(Beginning of Information provided)

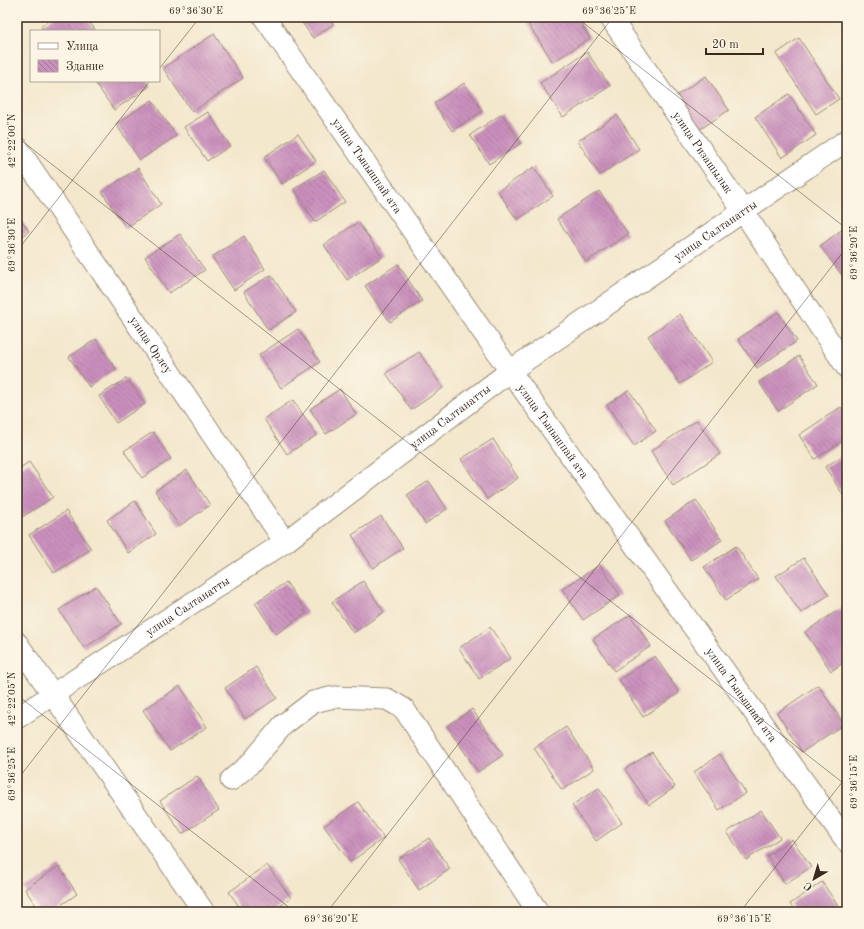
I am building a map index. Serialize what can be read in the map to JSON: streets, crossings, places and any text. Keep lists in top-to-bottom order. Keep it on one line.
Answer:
{"streets":{"street":["улица Ризашылык","улица Тынышпай ата","улица Салтанатты","улица Орлеу"]},"crossings":[["улица Ризашылык","улица Салтанатты"],["улица Тынышпай ата","улица Салтанатты"],["улица Салтанатты","улица Орлеу"]],"legend":["Улица","Здание"],"scale_bar":"20 m","north":"bottom left","coordinates":["69°36'30\"E","69°36'25\"E","42°22'00\"N","69°36'20\"E","42°22'05\"N","69°36'15\"E"]}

(End of Information provided)

Task to complete. The job is to set down the whole listing exactly, excluding any images.

Output of the exercise.
I am building a map index. Serialize what can be read in the map to JSON: streets, crossings, places and any text. Keep lists in top-to-bottom order. Keep it on one line.
Answer:
{"streets":{"street":["улица Ризашылык","улица Тынышпай ата","улица Салтанатты","улица Орлеу"]},"crossings":[["улица Ризашылык","улица Салтанатты"],["улица Тынышпай ата","улица Салтанатты"],["улица Салтанатты","улица Орлеу"]],"legend":["Улица","Здание"],"scale_bar":"20 m","north":"bottom left","coordinates":["69°36'30\"E","69°36'25\"E","42°22'00\"N","69°36'20\"E","42°22'05\"N","69°36'15\"E"]}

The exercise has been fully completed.